I. Introduction

Shareholders of non-public joint stock companies are inclined to use certain methods such as bank credits, public offering and share capital increase in order to inject funds into the company to enable the company to continue its activities. Issuance of premium shares together with a share capital increase is one of such options.

Principles and procedures on share capital increases with issuance of premium shares for the non-public joint stock companies (the "JSC") are regulated under Turkish Commercial Code No. 6102 ("TCC"). With this article, we aim to explain the process of share capital increase with issuance of premium shares in JSCs that are subject to ordinary (basic) share capital system1 rather than the registered share capital system2.

II. Issuance of Premium Shares

Premium shares can be defined as shares which are issued at a value higher than their nominal value.
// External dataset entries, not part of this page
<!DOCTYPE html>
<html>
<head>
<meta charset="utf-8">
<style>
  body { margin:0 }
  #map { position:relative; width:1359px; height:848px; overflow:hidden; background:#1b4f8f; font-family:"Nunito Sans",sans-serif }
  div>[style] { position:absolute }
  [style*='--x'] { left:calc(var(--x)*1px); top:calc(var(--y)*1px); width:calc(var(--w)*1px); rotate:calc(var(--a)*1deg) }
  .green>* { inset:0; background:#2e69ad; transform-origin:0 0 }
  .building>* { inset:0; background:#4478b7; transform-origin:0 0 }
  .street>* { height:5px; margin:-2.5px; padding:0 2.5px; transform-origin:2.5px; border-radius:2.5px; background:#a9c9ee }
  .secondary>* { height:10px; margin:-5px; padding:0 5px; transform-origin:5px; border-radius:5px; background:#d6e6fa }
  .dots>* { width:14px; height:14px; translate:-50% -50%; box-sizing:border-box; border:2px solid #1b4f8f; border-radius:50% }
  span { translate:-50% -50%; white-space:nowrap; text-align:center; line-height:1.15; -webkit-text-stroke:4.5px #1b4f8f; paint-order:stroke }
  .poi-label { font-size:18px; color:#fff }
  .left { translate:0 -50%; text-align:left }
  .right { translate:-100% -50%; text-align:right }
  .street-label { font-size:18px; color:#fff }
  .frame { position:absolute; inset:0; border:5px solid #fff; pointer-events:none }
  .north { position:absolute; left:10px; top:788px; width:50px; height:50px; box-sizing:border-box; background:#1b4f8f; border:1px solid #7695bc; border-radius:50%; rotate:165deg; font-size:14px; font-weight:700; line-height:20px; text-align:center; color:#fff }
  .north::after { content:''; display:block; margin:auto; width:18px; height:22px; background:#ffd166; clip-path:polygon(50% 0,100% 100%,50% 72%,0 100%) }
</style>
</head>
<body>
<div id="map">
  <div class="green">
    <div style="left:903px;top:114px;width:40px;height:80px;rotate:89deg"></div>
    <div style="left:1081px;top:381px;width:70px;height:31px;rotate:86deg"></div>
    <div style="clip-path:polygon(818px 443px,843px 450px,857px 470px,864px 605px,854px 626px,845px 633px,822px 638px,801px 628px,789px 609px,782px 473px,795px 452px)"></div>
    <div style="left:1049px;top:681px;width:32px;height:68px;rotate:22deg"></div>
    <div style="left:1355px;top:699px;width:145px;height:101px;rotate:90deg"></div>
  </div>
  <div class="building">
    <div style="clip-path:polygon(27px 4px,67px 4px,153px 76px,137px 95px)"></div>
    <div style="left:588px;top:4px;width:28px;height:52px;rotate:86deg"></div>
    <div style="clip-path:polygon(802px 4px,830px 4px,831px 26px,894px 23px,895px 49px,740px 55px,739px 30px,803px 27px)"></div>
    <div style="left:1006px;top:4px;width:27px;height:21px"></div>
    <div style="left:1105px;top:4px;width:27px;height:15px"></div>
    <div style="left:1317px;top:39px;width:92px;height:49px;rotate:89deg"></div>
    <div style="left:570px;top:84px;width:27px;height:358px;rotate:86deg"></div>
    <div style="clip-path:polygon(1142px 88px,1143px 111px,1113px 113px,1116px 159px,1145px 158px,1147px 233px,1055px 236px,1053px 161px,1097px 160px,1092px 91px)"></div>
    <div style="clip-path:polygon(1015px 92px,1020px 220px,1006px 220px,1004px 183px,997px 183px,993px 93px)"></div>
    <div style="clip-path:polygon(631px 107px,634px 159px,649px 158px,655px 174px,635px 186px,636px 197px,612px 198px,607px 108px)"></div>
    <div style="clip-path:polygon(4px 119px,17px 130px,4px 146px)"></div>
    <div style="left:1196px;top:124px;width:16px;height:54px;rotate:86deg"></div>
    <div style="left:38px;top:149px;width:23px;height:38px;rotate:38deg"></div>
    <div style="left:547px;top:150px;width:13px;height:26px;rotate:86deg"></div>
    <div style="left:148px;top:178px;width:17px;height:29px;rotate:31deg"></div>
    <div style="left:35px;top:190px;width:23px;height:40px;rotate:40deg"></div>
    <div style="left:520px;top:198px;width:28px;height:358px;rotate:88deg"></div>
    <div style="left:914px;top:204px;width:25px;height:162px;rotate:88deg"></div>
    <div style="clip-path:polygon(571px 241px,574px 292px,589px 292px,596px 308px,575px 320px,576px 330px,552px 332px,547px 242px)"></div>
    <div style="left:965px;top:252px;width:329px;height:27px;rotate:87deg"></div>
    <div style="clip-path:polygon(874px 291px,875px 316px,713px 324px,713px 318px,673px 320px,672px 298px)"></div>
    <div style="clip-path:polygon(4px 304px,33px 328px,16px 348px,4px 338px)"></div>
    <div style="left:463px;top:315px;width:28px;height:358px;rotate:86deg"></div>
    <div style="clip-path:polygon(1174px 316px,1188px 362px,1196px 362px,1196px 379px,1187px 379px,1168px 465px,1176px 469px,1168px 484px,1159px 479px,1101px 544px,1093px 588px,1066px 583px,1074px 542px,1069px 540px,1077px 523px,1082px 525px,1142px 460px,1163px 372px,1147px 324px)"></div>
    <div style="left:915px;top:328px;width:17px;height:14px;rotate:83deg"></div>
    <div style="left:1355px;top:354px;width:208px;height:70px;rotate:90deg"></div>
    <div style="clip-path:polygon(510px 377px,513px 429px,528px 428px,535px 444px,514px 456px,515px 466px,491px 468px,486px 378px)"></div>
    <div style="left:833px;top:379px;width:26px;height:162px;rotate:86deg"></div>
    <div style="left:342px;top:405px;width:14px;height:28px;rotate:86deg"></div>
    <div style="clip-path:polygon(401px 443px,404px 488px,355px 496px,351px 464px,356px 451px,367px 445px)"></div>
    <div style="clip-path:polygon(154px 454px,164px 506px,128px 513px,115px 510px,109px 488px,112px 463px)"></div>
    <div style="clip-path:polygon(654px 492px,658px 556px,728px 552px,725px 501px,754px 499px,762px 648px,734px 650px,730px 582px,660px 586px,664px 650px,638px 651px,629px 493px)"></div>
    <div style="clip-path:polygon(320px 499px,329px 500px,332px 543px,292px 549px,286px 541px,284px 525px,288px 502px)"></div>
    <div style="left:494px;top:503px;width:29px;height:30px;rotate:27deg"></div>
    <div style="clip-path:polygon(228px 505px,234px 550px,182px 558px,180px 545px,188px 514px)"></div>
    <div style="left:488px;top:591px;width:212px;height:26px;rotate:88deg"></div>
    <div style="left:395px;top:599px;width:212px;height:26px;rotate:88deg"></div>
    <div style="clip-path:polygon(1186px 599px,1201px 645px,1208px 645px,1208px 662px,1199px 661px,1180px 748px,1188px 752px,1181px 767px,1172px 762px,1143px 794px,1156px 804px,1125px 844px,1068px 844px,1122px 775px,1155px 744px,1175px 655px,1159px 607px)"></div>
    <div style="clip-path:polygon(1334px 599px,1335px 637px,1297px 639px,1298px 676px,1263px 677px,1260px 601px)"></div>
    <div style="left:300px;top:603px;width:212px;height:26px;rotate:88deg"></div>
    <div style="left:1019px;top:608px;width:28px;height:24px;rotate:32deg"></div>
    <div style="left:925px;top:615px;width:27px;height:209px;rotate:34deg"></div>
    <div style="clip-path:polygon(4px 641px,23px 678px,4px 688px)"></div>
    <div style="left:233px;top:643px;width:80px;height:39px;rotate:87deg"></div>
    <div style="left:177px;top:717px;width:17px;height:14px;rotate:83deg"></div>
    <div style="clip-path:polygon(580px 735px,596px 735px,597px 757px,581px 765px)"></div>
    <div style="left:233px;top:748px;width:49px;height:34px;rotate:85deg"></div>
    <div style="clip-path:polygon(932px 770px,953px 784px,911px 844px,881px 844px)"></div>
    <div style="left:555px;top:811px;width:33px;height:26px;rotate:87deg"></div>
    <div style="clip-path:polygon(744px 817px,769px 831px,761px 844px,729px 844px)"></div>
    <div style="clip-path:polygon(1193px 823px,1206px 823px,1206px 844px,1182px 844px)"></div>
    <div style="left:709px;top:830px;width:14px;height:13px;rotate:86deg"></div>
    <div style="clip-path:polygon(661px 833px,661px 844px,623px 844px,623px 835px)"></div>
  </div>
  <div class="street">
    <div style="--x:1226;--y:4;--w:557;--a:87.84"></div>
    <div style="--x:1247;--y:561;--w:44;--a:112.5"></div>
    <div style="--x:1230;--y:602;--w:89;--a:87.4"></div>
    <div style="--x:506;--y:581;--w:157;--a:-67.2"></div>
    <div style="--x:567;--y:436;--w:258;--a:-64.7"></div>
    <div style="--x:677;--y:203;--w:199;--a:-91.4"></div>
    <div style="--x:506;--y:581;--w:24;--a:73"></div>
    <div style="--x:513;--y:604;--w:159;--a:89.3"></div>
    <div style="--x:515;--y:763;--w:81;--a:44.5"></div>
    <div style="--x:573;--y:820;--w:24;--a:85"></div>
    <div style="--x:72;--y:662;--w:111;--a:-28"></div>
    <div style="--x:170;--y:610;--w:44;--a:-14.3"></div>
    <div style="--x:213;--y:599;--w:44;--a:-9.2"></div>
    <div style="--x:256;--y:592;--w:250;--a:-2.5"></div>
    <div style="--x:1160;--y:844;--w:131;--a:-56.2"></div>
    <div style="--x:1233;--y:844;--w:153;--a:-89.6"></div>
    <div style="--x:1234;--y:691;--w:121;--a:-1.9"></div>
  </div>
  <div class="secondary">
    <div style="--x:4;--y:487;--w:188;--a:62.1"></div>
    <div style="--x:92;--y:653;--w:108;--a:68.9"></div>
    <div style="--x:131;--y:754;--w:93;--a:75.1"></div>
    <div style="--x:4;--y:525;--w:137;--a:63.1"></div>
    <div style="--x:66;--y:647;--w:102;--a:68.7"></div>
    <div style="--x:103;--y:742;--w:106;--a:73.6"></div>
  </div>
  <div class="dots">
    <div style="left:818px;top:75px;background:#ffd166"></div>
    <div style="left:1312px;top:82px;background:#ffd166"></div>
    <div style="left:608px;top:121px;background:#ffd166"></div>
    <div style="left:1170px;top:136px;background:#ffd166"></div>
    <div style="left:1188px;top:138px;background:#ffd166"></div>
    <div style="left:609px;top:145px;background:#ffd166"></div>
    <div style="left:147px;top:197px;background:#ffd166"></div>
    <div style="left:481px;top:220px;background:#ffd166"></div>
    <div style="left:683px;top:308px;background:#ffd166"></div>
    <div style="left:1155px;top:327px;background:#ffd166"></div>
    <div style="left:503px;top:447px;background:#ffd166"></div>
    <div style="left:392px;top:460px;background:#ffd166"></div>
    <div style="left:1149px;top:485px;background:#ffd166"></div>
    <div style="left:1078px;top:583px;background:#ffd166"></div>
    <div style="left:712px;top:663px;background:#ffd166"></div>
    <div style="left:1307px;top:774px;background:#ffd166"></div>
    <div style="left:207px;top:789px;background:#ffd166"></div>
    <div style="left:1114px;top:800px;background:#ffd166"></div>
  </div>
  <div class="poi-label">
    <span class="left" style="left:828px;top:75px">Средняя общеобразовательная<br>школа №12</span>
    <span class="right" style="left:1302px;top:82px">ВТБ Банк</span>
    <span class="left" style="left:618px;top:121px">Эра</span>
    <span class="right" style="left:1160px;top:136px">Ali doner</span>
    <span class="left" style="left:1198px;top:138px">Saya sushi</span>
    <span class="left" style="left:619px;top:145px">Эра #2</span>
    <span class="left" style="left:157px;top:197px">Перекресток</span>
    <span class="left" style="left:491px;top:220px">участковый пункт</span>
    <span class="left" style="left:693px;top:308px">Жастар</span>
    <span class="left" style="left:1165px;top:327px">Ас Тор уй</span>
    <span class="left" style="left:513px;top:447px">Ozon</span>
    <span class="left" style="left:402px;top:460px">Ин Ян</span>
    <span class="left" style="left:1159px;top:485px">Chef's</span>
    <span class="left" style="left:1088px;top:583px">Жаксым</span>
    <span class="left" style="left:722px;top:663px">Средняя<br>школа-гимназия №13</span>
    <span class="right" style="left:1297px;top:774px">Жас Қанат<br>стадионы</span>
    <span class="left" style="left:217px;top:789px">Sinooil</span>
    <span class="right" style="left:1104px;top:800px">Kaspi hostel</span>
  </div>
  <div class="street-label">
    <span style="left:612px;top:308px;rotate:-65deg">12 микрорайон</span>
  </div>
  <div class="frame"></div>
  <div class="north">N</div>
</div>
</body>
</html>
The JSCs are allowed to issue premium shares during incorporation or following the incorporation through share capital increase process.

In order to increase the share capital and issue premium shares, general assembly of the shareholders must convene with the attendance of the representative to be appointed by the Ministry of Customs and Trade and the representative of the independent auditor, if any.

In the event that the pre-emptive rights will be removed or limited, the board of directors of the JSC will have to prepare a report containing the reasons to issue premium shares and calculation method of the premium. Additionally, in case the JSC has privileged shares and the general assembly resolution hinders the rights of the shareholders with privileged shares, consent of such shareholders will have to be obtained through a special meeting of the privileged shareholders.

Furthermore, persons who are participating in the share capital increase with issuance of premium shares are required to undertake the entire premium amount, together with the increased share capital. It is also important to note that (i) the total premium amount and (ii) at least 25% (twenty five percent) of the share capital increase amount have to be paid before registration of the share capital increase.

The TCC also stipulates that 5% of the net profit has to be set aside as legal reserve until it reaches 20% of paid portion of the share capital. Following the issuance of premium shares, regardless of the foregoing threshold, the premium amount will have to be added into the legal reserves if it is not used for the expenses of newly issued shares, amortization and charitable contributions. In this respect, the premium amount can be used only to recover losses, to ensure that the JSC continues its operations when it is in financial distress or, to take precautions to prevent unemployment or to ease its consequences. However, in the event the legal reserve exceeds 50% (fifty percent) of the total share capital, the JSC will be able to freely use the premium amount in a way it deems appropriate.

Lastly, the general assembly resolution regarding share capital increase will have to be registered with the relevant trade registry within 3 (three) months following the resolution date and announced in the Trade Registry Gazette as per Article 456 of the TCC.

Conclusion

JSCs often have the need to increase their share capital in order to keep operating as going concerns, with issuance of premium shares alongside a share capital increase, an important financial resource is being created for the JSCs; which can be used in cases of emergency in accordance with the provisions of the TCC.

This article was first published in Legal Insights Quarterly by ELIG Gürkaynak Attorneys-at-Law in December 2020. A link to the full Legal Insight Quarterly may be found here

Footnotes

1 Esas sermaye sistemi in Turkish.

2 Kayitli sermaye sistemi in Turkish.

The content of this article is intended to provide a general guide to the subject matter. Specialist advice should be sought about your specific circumstances.